Required action
Each record must be repeated exactly as it stands.

====== Given data ======

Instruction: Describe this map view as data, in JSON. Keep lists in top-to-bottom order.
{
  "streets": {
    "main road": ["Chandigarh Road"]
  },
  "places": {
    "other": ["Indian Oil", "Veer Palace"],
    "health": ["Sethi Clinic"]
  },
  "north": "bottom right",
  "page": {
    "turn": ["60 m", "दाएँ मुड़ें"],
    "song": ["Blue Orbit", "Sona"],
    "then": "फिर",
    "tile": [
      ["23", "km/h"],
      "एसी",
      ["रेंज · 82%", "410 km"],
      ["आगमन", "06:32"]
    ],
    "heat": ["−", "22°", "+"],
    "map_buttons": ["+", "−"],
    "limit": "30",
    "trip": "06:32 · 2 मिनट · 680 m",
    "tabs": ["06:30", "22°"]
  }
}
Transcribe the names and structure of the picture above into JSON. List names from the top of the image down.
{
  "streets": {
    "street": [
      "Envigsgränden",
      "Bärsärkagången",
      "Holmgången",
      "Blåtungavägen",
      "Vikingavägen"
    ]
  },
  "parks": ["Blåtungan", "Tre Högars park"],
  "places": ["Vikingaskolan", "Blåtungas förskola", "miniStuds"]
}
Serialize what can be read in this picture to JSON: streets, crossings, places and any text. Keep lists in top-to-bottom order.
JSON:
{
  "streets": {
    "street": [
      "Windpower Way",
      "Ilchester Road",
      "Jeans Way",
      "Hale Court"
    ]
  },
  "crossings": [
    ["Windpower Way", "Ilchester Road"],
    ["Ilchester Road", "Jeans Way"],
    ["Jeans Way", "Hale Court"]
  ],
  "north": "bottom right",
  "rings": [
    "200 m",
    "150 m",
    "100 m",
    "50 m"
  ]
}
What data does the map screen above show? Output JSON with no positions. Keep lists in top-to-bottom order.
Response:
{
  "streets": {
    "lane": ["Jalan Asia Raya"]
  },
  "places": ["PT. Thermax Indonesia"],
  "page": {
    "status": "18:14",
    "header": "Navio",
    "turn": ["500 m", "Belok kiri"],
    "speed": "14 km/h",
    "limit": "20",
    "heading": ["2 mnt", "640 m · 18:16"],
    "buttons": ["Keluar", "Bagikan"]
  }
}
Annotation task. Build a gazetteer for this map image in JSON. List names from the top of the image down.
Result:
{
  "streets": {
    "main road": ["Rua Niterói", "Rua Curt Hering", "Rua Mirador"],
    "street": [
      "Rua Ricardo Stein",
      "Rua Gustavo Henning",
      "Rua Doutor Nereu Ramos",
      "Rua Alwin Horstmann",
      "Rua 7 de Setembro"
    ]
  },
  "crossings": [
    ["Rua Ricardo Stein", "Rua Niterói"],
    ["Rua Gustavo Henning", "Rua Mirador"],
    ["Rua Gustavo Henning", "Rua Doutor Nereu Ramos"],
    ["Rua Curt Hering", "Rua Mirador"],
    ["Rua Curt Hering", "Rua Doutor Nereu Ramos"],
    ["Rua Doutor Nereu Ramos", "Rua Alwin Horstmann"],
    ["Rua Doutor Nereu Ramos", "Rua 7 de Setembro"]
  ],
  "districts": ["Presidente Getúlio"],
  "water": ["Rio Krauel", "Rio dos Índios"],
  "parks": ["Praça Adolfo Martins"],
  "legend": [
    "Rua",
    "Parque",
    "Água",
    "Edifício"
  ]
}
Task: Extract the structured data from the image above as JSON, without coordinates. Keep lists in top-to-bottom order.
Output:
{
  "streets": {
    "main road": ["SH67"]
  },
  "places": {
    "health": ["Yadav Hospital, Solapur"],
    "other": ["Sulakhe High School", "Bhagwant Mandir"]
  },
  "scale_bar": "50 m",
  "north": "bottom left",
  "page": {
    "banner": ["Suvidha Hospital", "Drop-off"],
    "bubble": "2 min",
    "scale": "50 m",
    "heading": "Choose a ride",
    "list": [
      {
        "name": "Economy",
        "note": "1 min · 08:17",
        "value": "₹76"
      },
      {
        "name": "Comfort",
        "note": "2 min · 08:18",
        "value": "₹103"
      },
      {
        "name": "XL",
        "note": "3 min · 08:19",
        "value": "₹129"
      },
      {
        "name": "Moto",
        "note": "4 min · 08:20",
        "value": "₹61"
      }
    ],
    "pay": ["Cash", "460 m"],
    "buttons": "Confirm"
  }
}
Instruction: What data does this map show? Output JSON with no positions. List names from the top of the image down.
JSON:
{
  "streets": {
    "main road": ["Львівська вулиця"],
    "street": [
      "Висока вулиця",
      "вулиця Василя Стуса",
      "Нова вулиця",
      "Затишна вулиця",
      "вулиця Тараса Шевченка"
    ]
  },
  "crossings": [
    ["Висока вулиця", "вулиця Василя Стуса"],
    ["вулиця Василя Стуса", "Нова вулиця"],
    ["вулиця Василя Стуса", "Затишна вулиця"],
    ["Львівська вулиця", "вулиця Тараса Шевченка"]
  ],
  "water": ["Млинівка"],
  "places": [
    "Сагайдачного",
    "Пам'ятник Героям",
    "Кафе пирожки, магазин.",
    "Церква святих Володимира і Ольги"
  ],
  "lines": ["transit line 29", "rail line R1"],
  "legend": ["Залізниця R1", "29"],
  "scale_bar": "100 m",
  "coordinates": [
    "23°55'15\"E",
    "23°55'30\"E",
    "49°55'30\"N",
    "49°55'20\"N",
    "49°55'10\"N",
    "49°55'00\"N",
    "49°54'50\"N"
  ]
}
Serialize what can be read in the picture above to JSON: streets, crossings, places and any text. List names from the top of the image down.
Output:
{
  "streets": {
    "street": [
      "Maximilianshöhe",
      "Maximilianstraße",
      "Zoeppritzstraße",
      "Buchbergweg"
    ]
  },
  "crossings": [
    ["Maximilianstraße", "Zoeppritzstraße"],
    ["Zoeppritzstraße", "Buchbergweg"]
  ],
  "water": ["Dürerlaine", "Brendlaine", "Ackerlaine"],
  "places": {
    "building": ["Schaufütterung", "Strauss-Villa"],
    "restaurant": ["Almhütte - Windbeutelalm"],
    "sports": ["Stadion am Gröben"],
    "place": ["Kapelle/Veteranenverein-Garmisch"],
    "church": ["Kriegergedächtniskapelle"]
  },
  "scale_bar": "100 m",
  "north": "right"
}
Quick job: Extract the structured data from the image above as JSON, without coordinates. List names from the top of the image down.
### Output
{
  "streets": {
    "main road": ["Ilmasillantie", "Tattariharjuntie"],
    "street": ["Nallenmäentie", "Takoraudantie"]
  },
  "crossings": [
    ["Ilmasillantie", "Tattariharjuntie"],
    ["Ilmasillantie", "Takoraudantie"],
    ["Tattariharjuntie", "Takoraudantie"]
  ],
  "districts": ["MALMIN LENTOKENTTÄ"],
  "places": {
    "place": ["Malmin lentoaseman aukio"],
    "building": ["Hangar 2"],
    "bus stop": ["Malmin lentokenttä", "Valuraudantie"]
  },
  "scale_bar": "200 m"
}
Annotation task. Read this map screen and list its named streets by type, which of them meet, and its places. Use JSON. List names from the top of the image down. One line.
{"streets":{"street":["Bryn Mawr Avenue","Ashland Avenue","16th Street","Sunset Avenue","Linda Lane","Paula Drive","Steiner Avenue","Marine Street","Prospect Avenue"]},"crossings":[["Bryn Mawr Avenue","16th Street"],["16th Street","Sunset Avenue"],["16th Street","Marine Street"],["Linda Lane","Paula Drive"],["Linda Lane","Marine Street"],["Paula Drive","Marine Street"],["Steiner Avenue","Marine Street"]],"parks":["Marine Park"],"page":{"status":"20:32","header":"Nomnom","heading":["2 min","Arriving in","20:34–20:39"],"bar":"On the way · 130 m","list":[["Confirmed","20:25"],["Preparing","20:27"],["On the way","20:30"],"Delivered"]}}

======

Result for this exercise
Instruction: Describe this map view as data, in JSON. Keep lists in top-to-bottom order.
{
  "streets": {
    "main road": ["Chandigarh Road"]
  },
  "places": {
    "other": ["Indian Oil", "Veer Palace"],
    "health": ["Sethi Clinic"]
  },
  "north": "bottom right",
  "page": {
    "turn": ["60 m", "दाएँ मुड़ें"],
    "song": ["Blue Orbit", "Sona"],
    "then": "फिर",
    "tile": [
      ["23", "km/h"],
      "एसी",
      ["रेंज · 82%", "410 km"],
      ["आगमन", "06:32"]
    ],
    "heat": ["−", "22°", "+"],
    "map_buttons": ["+", "−"],
    "limit": "30",
    "trip": "06:32 · 2 मिनट · 680 m",
    "tabs": ["06:30", "22°"]
  }
}
Transcribe the names and structure of the picture above into JSON. List names from the top of the image down.
{
  "streets": {
    "street": [
      "Envigsgränden",
      "Bärsärkagången",
      "Holmgången",
      "Blåtungavägen",
      "Vikingavägen"
    ]
  },
  "parks": ["Blåtungan", "Tre Högars park"],
  "places": ["Vikingaskolan", "Blåtungas förskola", "miniStuds"]
}
Serialize what can be read in this picture to JSON: streets, crossings, places and any text. Keep lists in top-to-bottom order.
JSON:
{
  "streets": {
    "street": [
      "Windpower Way",
      "Ilchester Road",
      "Jeans Way",
      "Hale Court"
    ]
  },
  "crossings": [
    ["Windpower Way", "Ilchester Road"],
    ["Ilchester Road", "Jeans Way"],
    ["Jeans Way", "Hale Court"]
  ],
  "north": "bottom right",
  "rings": [
    "200 m",
    "150 m",
    "100 m",
    "50 m"
  ]
}
What data does the map screen above show? Output JSON with no positions. Keep lists in top-to-bottom order.
Response:
{
  "streets": {
    "lane": ["Jalan Asia Raya"]
  },
  "places": ["PT. Thermax Indonesia"],
  "page": {
    "status": "18:14",
    "header": "Navio",
    "turn": ["500 m", "Belok kiri"],
    "speed": "14 km/h",
    "limit": "20",
    "heading": ["2 mnt", "640 m · 18:16"],
    "buttons": ["Keluar", "Bagikan"]
  }
}
Annotation task. Build a gazetteer for this map image in JSON. List names from the top of the image down.
Result:
{
  "streets": {
    "main road": ["Rua Niterói", "Rua Curt Hering", "Rua Mirador"],
    "street": [
      "Rua Ricardo Stein",
      "Rua Gustavo Henning",
      "Rua Doutor Nereu Ramos",
      "Rua Alwin Horstmann",
      "Rua 7 de Setembro"
    ]
  },
  "crossings": [
    ["Rua Ricardo Stein", "Rua Niterói"],
    ["Rua Gustavo Henning", "Rua Mirador"],
    ["Rua Gustavo Henning", "Rua Doutor Nereu Ramos"],
    ["Rua Curt Hering", "Rua Mirador"],
    ["Rua Curt Hering", "Rua Doutor Nereu Ramos"],
    ["Rua Doutor Nereu Ramos", "Rua Alwin Horstmann"],
    ["Rua Doutor Nereu Ramos", "Rua 7 de Setembro"]
  ],
  "districts": ["Presidente Getúlio"],
  "water": ["Rio Krauel", "Rio dos Índios"],
  "parks": ["Praça Adolfo Martins"],
  "legend": [
    "Rua",
    "Parque",
    "Água",
    "Edifício"
  ]
}
Task: Extract the structured data from the image above as JSON, without coordinates. Keep lists in top-to-bottom order.
Output:
{
  "streets": {
    "main road": ["SH67"]
  },
  "places": {
    "health": ["Yadav Hospital, Solapur"],
    "other": ["Sulakhe High School", "Bhagwant Mandir"]
  },
  "scale_bar": "50 m",
  "north": "bottom left",
  "page": {
    "banner": ["Suvidha Hospital", "Drop-off"],
    "bubble": "2 min",
    "scale": "50 m",
    "heading": "Choose a ride",
    "list": [
      {
        "name": "Economy",
        "note": "1 min · 08:17",
        "value": "₹76"
      },
      {
        "name": "Comfort",
        "note": "2 min · 08:18",
        "value": "₹103"
      },
      {
        "name": "XL",
        "note": "3 min · 08:19",
        "value": "₹129"
      },
      {
        "name": "Moto",
        "note": "4 min · 08:20",
        "value": "₹61"
      }
    ],
    "pay": ["Cash", "460 m"],
    "buttons": "Confirm"
  }
}
Instruction: What data does this map show? Output JSON with no positions. List names from the top of the image down.
JSON:
{
  "streets": {
    "main road": ["Львівська вулиця"],
    "street": [
      "Висока вулиця",
      "вулиця Василя Стуса",
      "Нова вулиця",
      "Затишна вулиця",
      "вулиця Тараса Шевченка"
    ]
  },
  "crossings": [
    ["Висока вулиця", "вулиця Василя Стуса"],
    ["вулиця Василя Стуса", "Нова вулиця"],
    ["вулиця Василя Стуса", "Затишна вулиця"],
    ["Львівська вулиця", "вулиця Тараса Шевченка"]
  ],
  "water": ["Млинівка"],
  "places": [
    "Сагайдачного",
    "Пам'ятник Героям",
    "Кафе пирожки, магазин.",
    "Церква святих Володимира і Ольги"
  ],
  "lines": ["transit line 29", "rail line R1"],
  "legend": ["Залізниця R1", "29"],
  "scale_bar": "100 m",
  "coordinates": [
    "23°55'15\"E",
    "23°55'30\"E",
    "49°55'30\"N",
    "49°55'20\"N",
    "49°55'10\"N",
    "49°55'00\"N",
    "49°54'50\"N"
  ]
}
Serialize what can be read in the picture above to JSON: streets, crossings, places and any text. List names from the top of the image down.
Output:
{
  "streets": {
    "street": [
      "Maximilianshöhe",
      "Maximilianstraße",
      "Zoeppritzstraße",
      "Buchbergweg"
    ]
  },
  "crossings": [
    ["Maximilianstraße", "Zoeppritzstraße"],
    ["Zoeppritzstraße", "Buchbergweg"]
  ],
  "water": ["Dürerlaine", "Brendlaine", "Ackerlaine"],
  "places": {
    "building": ["Schaufütterung", "Strauss-Villa"],
    "restaurant": ["Almhütte - Windbeutelalm"],
    "sports": ["Stadion am Gröben"],
    "place": ["Kapelle/Veteranenverein-Garmisch"],
    "church": ["Kriegergedächtniskapelle"]
  },
  "scale_bar": "100 m",
  "north": "right"
}
Quick job: Extract the structured data from the image above as JSON, without coordinates. List names from the top of the image down.
### Output
{
  "streets": {
    "main road": ["Ilmasillantie", "Tattariharjuntie"],
    "street": ["Nallenmäentie", "Takoraudantie"]
  },
  "crossings": [
    ["Ilmasillantie", "Tattariharjuntie"],
    ["Ilmasillantie", "Takoraudantie"],
    ["Tattariharjuntie", "Takoraudantie"]
  ],
  "districts": ["MALMIN LENTOKENTTÄ"],
  "places": {
    "place": ["Malmin lentoaseman aukio"],
    "building": ["Hangar 2"],
    "bus stop": ["Malmin lentokenttä", "Valuraudantie"]
  },
  "scale_bar": "200 m"
}
Annotation task. Read this map screen and list its named streets by type, which of them meet, and its places. Use JSON. List names from the top of the image down. One line.
{"streets":{"street":["Bryn Mawr Avenue","Ashland Avenue","16th Street","Sunset Avenue","Linda Lane","Paula Drive","Steiner Avenue","Marine Street","Prospect Avenue"]},"crossings":[["Bryn Mawr Avenue","16th Street"],["16th Street","Sunset Avenue"],["16th Street","Marine Street"],["Linda Lane","Paula Drive"],["Linda Lane","Marine Street"],["Paula Drive","Marine Street"],["Steiner Avenue","Marine Street"]],"parks":["Marine Park"],"page":{"status":"20:32","header":"Nomnom","heading":["2 min","Arriving in","20:34–20:39"],"bar":"On the way · 130 m","list":[["Confirmed","20:25"],["Preparing","20:27"],["On the way","20:30"],"Delivered"]}}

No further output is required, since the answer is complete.